Stored items:
§ §

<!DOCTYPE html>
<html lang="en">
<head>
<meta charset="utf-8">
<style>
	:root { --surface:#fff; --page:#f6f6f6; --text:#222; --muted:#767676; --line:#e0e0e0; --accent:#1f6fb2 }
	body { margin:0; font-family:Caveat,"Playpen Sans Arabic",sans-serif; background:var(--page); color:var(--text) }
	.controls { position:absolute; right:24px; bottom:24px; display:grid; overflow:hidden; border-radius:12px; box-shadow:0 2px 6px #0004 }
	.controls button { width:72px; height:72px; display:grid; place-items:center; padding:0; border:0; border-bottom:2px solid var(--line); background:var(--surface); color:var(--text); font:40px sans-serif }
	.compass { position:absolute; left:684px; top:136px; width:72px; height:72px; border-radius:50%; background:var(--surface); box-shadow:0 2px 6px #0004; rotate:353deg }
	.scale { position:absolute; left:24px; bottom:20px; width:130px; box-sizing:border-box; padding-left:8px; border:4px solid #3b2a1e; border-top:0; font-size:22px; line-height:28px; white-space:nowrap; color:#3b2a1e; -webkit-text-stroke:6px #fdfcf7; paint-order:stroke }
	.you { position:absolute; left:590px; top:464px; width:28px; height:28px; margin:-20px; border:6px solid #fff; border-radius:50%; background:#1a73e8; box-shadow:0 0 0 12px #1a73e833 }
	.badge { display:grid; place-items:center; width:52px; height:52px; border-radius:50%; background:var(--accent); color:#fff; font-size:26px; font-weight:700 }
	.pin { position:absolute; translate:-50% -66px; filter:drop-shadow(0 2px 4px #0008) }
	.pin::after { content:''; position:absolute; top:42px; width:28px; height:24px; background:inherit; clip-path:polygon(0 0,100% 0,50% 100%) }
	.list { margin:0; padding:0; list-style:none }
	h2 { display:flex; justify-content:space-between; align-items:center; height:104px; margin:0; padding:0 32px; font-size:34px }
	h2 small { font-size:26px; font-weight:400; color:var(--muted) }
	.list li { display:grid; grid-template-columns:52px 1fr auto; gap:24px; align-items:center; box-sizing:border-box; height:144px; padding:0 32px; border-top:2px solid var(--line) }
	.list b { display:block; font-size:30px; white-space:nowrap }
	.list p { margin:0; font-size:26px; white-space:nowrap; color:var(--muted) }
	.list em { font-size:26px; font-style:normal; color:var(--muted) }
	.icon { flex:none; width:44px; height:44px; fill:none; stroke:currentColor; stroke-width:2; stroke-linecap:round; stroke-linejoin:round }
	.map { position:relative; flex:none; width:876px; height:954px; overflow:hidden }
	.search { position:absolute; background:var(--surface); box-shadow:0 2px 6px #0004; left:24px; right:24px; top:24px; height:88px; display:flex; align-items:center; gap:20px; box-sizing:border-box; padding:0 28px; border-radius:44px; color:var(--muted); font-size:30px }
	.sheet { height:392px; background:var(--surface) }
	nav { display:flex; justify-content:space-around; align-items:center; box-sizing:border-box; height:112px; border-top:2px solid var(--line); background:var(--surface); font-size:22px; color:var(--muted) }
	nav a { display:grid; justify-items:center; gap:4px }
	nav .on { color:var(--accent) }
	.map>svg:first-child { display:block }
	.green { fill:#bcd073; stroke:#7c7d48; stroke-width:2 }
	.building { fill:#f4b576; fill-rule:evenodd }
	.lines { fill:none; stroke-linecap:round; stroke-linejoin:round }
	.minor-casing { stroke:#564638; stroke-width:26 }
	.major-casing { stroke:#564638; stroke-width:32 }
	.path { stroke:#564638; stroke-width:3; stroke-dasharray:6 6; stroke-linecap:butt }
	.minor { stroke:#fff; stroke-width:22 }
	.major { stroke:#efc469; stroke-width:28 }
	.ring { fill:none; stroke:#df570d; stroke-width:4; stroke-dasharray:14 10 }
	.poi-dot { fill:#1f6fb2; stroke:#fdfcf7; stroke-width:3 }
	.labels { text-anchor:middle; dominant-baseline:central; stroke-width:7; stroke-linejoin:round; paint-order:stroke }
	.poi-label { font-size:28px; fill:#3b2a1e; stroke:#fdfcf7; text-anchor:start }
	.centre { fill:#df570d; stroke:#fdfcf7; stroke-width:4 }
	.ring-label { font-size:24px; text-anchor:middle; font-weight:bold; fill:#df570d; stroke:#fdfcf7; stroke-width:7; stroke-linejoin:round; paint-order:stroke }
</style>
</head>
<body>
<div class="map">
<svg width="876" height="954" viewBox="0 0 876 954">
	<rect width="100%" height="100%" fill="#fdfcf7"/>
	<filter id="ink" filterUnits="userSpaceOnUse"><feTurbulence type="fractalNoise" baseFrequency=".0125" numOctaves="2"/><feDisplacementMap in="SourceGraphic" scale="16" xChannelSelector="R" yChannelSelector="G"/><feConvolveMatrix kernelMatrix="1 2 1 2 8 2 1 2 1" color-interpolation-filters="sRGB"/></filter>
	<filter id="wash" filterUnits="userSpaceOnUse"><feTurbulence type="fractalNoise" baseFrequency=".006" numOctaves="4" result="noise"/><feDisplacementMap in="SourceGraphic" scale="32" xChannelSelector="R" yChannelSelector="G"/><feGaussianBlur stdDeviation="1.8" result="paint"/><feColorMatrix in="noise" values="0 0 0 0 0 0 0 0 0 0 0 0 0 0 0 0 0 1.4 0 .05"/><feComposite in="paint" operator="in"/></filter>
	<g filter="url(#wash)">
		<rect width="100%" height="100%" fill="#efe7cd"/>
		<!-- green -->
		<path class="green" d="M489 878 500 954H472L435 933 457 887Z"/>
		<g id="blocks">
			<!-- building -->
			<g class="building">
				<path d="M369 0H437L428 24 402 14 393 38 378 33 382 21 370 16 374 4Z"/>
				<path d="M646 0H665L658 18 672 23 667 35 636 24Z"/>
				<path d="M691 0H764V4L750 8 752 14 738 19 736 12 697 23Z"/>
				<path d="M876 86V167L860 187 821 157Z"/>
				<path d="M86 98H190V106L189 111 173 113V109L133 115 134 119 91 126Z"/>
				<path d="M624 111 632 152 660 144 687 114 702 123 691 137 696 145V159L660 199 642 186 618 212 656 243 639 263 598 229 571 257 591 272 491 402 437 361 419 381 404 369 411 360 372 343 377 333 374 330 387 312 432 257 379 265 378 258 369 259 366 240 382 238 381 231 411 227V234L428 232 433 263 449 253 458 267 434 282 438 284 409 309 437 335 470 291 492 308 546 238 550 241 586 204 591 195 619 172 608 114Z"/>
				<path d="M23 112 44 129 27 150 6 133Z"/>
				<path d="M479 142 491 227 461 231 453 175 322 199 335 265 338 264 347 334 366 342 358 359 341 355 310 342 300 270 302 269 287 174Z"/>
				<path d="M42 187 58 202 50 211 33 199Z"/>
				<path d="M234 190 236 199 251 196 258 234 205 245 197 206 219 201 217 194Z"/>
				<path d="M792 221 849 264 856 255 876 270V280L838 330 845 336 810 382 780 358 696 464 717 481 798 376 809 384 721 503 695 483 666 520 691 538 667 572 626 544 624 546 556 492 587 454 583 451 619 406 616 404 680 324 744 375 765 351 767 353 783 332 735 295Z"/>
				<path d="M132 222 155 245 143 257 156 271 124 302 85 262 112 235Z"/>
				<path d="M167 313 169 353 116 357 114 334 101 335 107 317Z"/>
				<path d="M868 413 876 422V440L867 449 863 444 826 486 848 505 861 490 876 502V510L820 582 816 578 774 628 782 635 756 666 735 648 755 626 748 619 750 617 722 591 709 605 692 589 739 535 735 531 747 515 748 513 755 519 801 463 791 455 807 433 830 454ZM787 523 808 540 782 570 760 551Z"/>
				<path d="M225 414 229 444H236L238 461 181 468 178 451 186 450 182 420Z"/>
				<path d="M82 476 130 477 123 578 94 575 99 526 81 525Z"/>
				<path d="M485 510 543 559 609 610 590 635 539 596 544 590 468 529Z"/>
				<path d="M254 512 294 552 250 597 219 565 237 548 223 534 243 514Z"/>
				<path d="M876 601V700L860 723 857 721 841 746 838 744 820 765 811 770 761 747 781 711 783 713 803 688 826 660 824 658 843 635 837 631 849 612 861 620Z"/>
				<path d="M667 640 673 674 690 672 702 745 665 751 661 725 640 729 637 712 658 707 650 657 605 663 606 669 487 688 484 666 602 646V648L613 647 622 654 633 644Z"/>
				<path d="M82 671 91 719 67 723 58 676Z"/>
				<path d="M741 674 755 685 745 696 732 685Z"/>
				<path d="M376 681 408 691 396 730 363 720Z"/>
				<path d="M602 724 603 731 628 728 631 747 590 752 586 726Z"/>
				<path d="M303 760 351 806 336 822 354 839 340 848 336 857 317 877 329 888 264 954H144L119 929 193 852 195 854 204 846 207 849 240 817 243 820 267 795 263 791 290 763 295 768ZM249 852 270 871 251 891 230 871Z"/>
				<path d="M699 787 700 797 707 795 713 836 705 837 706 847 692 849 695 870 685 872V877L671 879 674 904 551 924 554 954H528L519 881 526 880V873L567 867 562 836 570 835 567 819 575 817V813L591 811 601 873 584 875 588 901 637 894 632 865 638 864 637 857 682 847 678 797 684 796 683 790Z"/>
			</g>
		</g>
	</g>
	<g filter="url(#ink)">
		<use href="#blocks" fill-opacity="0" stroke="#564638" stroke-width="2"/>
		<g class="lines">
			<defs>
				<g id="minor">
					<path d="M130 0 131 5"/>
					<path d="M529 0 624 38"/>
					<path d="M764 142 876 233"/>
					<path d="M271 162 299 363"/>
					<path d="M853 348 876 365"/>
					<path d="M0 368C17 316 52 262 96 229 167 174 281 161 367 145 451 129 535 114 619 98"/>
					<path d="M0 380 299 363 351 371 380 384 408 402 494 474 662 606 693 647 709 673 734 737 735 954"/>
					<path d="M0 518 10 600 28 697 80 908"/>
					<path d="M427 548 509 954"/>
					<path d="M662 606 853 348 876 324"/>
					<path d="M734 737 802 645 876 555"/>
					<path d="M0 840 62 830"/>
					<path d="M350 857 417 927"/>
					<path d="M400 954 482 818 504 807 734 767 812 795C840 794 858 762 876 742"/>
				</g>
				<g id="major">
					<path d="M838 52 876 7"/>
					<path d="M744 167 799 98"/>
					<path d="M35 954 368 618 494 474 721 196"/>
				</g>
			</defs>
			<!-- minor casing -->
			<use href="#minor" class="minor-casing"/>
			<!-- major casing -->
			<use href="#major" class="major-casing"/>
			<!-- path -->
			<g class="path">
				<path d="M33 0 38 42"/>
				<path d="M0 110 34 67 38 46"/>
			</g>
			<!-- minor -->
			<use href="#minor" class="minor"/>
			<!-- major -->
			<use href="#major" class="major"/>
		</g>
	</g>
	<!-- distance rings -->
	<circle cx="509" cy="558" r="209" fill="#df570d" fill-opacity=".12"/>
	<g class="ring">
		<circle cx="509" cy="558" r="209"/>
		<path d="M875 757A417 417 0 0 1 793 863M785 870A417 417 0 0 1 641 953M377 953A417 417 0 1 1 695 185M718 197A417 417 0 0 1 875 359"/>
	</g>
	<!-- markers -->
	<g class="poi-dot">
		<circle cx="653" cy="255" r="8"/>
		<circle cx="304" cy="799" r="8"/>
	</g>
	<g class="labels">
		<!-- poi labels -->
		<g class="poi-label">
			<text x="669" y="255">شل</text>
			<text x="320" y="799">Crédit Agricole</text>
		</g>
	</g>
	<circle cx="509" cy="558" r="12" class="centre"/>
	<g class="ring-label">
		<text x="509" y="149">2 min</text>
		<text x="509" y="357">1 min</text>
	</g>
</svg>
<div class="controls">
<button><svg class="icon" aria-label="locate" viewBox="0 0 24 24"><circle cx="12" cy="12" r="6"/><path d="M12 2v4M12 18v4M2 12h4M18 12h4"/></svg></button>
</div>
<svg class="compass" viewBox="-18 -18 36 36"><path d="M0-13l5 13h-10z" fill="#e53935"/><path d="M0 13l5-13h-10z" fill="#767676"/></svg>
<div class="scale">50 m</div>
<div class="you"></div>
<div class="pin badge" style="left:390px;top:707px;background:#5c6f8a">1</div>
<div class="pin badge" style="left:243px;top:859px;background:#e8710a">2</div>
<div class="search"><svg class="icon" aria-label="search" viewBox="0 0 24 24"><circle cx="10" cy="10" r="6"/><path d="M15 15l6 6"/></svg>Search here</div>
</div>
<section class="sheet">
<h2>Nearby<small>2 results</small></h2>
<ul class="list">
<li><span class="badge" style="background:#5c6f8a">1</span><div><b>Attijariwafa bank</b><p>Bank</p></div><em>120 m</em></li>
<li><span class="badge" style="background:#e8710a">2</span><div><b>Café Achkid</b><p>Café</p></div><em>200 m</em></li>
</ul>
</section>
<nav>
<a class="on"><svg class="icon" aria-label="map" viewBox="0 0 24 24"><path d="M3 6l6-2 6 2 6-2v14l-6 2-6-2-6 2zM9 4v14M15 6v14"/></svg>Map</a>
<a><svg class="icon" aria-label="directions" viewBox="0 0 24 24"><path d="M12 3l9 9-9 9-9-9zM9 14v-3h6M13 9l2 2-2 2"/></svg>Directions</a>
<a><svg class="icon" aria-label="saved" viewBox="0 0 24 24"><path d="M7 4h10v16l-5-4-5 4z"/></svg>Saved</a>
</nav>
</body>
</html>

§ §

# TASK DETAILS
Every line from the data above that contains "linecap" must appear in the answer.

# EXERCISE SOLUTION
	.icon { flex:none; width:44px; height:44px; fill:none; stroke:currentColor; stroke-width:2; stroke-linecap:round; stroke-linejoin:round }
	.lines { fill:none; stroke-linecap:round; stroke-linejoin:round }
	.path { stroke:#564638; stroke-width:3; stroke-dasharray:6 6; stroke-linecap:butt }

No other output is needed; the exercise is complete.